Assignment:
Scan the entries below, and for each line that includes the word "linecap", make a copy.

————

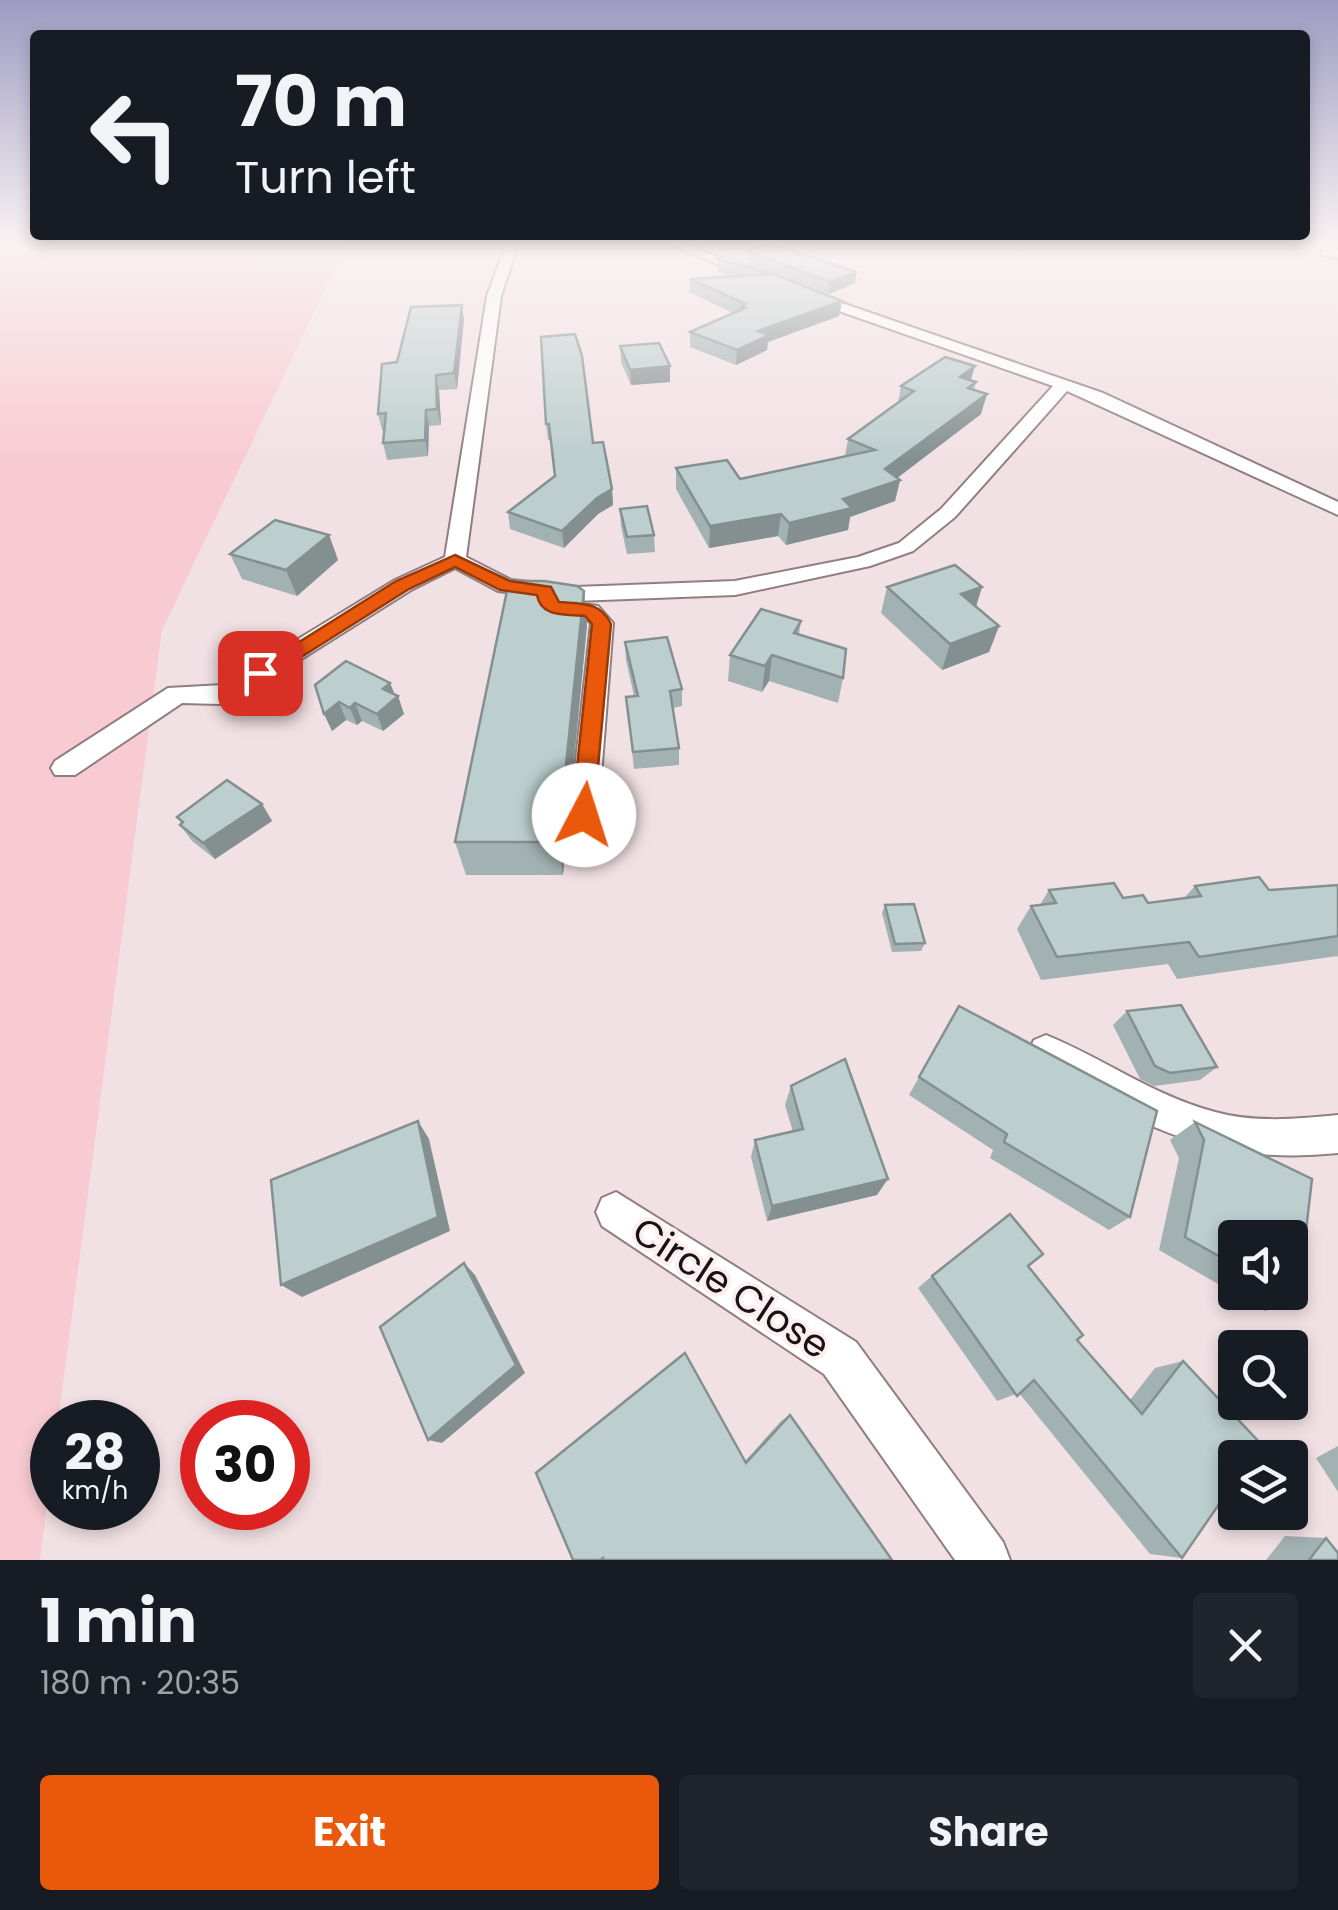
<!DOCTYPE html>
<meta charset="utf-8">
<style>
body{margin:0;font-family:Poppins,sans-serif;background:#20242c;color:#f1f3f6;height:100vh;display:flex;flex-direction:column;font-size:38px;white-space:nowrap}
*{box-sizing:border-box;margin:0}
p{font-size:32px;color:#9ea1a6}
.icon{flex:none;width:55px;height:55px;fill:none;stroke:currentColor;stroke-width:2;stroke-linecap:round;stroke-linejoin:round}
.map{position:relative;height:1560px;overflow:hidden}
.sheet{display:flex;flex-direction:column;background:#171b24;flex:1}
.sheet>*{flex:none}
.top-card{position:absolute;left:30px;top:30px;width:1280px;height:210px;border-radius:10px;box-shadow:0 5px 15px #0003;background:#171b24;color:#f1f3f6;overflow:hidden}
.fabs{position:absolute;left:1218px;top:1220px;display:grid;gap:20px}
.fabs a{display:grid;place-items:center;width:90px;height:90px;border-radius:10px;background:#171b24;box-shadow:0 5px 15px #0003;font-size:50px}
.speed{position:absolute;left:30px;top:1400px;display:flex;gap:20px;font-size:50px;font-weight:700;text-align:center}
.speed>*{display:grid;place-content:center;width:130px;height:130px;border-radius:50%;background:#171b24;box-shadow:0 5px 15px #0003;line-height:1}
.speed small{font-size:25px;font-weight:400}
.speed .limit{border:15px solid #d22;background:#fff;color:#111}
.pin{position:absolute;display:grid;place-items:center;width:85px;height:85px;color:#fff;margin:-42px;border-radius:20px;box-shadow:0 5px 15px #0006}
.me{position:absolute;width:110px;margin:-55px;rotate:5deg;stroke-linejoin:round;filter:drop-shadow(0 0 8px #0008)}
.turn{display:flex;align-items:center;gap:35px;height:210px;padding:0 40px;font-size:45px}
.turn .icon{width:130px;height:130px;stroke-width:2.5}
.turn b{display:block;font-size:70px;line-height:85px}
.round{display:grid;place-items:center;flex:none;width:105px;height:105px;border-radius:10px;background:#20242c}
.headline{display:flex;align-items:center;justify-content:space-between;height:170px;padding:0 40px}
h1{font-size:60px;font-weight:700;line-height:75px}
.primary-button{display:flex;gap:20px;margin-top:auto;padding:20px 40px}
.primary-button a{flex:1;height:115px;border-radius:10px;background:#ea580c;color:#fff;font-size:40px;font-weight:700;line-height:115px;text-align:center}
.primary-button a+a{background:#20242c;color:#f1f3f6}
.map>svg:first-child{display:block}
</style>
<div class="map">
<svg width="1338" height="1560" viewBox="0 0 1338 1560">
<rect width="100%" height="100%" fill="#f2e1e4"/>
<polygon fill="#f8cbd2" points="0,242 348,242 162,630 58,1422 52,1422 52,1464 40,1560 0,1560"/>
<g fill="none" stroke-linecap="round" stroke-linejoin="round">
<defs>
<g id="street">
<polygon points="507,242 519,242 501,296 466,557 511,580 575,587 735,581 858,557 899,543 941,509 1053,386 802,298 800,295 807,291 1103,393 1338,502 1338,515 1067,391 955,517 913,551 870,566 735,595 575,601 498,591 455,568 411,590 241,697 219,704 182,703 75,775 55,775 51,768 55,761 168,688 223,685 395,580 445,557 487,296"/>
<polygon points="666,242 682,242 758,274 747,277"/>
<polygon points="1324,247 1338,250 1338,258 1320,254"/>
<polygon points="560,601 598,606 613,623 598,815 594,823 584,826 574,823 570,815 591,623 582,616 552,613 549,608 552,603"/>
<path d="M1046 1035C1103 1058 1154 1096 1215 1112 1254 1123 1298 1119 1338 1115V1153C1208 1166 1143 1125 1034 1064L1028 1052 1034 1040Z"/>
<polygon points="616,1192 856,1342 1003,1542 1010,1560 955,1560 824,1374 602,1226 596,1212 602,1198"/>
</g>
</defs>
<use href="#street" stroke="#8f7f82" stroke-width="4"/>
<use href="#street" fill="#fff" fill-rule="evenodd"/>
</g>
<g fill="#a2b1b1" fill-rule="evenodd">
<polygon points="571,242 646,242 646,244 573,247"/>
<polygon points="748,251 856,272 855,283 829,294 747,263"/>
<polygon points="726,256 842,301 839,316 768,342 767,350 736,365 690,347 690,332 733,313 689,292 690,279 731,276 718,272 718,259"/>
<polygon points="464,319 457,389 439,390 441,425 429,426 428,456 387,460 383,443 384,430 382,430 378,414 397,362"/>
<polygon points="541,337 593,443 612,489 613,505 598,514 564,548 510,529 508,512 555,476 551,440 548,440 546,424"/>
<polygon points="620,346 670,382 631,385 621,362"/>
<polygon points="971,380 976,382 974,390 981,414 897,478 900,480 895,501 850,517 848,530 786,545 778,536 709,548 676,489 676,468 740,479 845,456 848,439 898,403 901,386"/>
<polygon points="620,509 654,535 655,552 627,554 621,526"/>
<polygon points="329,535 338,560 297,596 242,579 230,554"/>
<polygon points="887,587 982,587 976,606 999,626 989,652 942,670 881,613"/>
<polygon points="801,621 799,634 843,678 838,703 769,681 762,692 728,681 730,655"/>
<polygon points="587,625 563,875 466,875 455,842"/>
<polygon points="625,642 682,689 682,706 673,708 679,748 679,765 634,769 626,697 634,696 626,660"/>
<polygon points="390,683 395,695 398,696 404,714 383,731 362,721 357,725 346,720 332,731 315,685"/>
<polygon points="262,804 272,821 215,859 192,841 180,825 181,823 177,817"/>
<polygon points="1338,885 1338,957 1337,956 1177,979 1168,964 1041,980 1017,929 1031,906 1040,905 1049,890 1123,898 1148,903 1184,898 1195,886 1269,890"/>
<polygon points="885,905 925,943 921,951 892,952 882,913"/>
<polygon points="959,1006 1130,1217 1109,1230 990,1158 993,1150 909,1095"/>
<polygon points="1127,1011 1217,1067 1200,1080 1154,1086 1140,1079 1113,1025"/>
<polygon points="791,1086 877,1195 767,1221 751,1157 755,1140 793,1132 785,1105"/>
<path d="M1195 1122 1298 1300 1265 1311 1159 1250 1179 1158 1170 1140ZM1235 1238 1290 1292H1235Z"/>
<polygon points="1028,1266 1077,1340 1130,1400 1155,1368 1183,1361 1182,1558 1150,1554 1019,1393 997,1401 918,1288 932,1276"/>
<polygon points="790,1415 892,1560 603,1558 745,1461 781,1421"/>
<polygon points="1338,1446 1338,1492 1316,1458"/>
<polygon points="1285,1536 1326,1538 1338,1560 1266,1560"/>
</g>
<g fill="#849090">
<polygon points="856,272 855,283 829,294 830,282"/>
<polygon points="842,301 839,316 768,342 767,350 736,365 737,350 758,331"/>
<polygon points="462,305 464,319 457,389 454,373"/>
<polygon points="670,366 670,382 631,385 630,370"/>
<polygon points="975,366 969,386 960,377"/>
<polygon points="436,375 439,390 441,425 437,409"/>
<polygon points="987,394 981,414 892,482 900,480 895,501 850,517 848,530 786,545 789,523 843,499"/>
<polygon points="426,410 429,426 428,456 425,440"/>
<polygon points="612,489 613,505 598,514 564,548 562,531 597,498"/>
<polygon points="781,514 778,536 709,548 710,526"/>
<polygon points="329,535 338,560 297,596 286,570"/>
<polygon points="982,587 974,613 961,594"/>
<polygon points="584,591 587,625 563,875 558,842"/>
<polygon points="999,626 989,652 942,670 950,644"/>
<polygon points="772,655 769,681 762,692 765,666"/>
<polygon points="390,683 396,698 398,696 404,714 383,731 377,714 383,689"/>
<polygon points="339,702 346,720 332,731 324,714"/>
<polygon points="355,703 362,721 357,725 350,708"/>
<polygon points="262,804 272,821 215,859 203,843"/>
<polygon points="418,1121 429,1139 450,1231 302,1297 281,1285"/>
<polygon points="888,1179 877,1195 767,1221 772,1206"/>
<polygon points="464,1263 475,1275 525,1373 442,1443 428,1440"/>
</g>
<g fill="#bccece" stroke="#849090" stroke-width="2.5">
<polygon points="771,244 856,272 830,282 748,251"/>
<polygon points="726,256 809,288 842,301 758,331 769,335 737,350 690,332 745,308 741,307 746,304 690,279 772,274 718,259"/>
<polygon points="462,305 454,373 436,375 437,409 426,410 425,440 383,443 386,413 378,414 382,364 397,362 411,307"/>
<polygon points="575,334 582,356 593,443 603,442 612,489 597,498 562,531 508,512 555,476 549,424 546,424 541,337"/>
<polygon points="659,343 670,366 630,370 620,346"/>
<polygon points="945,357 975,366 960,377 976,382 968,388 987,394 885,469 900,480 843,499 852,508 789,523 781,514 710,526 676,468 727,460 740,479 875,450 848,439 914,391 901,386"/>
<polygon points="647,506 654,535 627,537 620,509"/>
<polygon points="275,520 329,535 286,570 230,554"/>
<polygon points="955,565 982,587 961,594 999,626 950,644 887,587"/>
<polygon points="509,581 544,581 577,586 584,591 558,842 455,842"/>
<polygon points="761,609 801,621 794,633 846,649 843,678 772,655 765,666 730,655"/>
<polygon points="667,637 682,689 670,691 679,748 633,752 626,697 638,696 625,642"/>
<polygon points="346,661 390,683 383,689 398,696 377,714 355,703 350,708 339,702 324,714 315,685"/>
<polygon points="227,780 262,804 203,843 180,825 183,822 177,817"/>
<polygon points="1259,877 1269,890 1338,885 1338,936 1199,957 1189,942 1057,957 1031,906 1056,903 1049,890 1114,883 1123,898 1143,895 1148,903 1201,896 1195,886"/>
<polygon points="914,904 925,943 895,944 885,905"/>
<polygon points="1181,1005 1217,1067 1170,1073 1155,1066 1127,1011"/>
<polygon points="959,1006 1157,1111 1130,1217 1004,1142 1007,1134 919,1077"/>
<polygon points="845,1059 888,1179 772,1206 755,1140 803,1129 791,1086"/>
<polygon points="418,1121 438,1217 281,1285 271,1180"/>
<polygon points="1195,1122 1312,1179 1298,1300 1284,1292 1290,1292 1290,1238 1235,1238 1235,1265 1185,1237 1204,1140"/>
<polygon points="1010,1214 1043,1254 1028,1266 1083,1335 1077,1340 1142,1414 1183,1361 1261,1444 1251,1458 1235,1458 1235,1481 1182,1558 1034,1380 1017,1396 932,1276"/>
<polygon points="464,1263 516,1365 428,1440 380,1327"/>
<polygon points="685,1353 746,1463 790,1415 892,1560 603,1560 603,1558 600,1560 573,1560 536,1473"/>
<polygon points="1326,1538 1338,1553 1338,1560 1309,1560"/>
</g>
<linearGradient id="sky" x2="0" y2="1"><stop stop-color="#9d9bc1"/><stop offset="0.53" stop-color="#f9f2f3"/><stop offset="1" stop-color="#f9f2f3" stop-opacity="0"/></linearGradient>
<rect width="1338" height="460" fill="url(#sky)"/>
<path fill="#ea580c" stroke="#983908" stroke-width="2.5" d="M455 555 510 581 551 587 559 602C581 604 600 601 611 624L593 822H576L572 815 592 624 585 616C566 614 541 618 537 595L500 590 455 567 409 589 268 678H253L250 673 396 581Z"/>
<g text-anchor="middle" stroke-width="8" stroke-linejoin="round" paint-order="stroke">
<g font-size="38" fill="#181213" stroke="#fdeff1">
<text transform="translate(731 1288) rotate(33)" y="13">Circle Close</text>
</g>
</g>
</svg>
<div class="fabs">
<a><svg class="icon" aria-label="sound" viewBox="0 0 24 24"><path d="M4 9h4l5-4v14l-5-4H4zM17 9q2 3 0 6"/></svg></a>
<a><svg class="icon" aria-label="search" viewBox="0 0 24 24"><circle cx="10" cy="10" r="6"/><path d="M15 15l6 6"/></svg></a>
<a><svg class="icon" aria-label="layers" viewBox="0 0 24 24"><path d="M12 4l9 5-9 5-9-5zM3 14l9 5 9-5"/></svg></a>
</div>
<div class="speed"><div>28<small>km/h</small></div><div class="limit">30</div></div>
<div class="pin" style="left:260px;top:673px;background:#d93025"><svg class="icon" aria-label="arrive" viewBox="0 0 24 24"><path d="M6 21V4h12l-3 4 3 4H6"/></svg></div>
<svg class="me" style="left:584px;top:815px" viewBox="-20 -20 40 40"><circle r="19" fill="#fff"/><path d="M0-13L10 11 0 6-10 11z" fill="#ea580c"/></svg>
<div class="top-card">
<div class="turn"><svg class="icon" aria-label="left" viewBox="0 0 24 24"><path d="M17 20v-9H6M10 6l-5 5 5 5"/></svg><div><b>70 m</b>Turn left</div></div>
</div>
</div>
<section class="sheet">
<div class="headline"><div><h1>1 min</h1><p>180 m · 20:35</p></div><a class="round"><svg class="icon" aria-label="close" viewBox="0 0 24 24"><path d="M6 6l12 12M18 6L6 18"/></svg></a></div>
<div class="primary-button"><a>Exit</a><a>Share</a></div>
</section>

————

Answer space:
.icon{flex:none;width:55px;height:55px;fill:none;stroke:currentColor;stroke-width:2;stroke-linecap:round;stroke-linejoin:round}
<g fill="none" stroke-linecap="round" stroke-linejoin="round">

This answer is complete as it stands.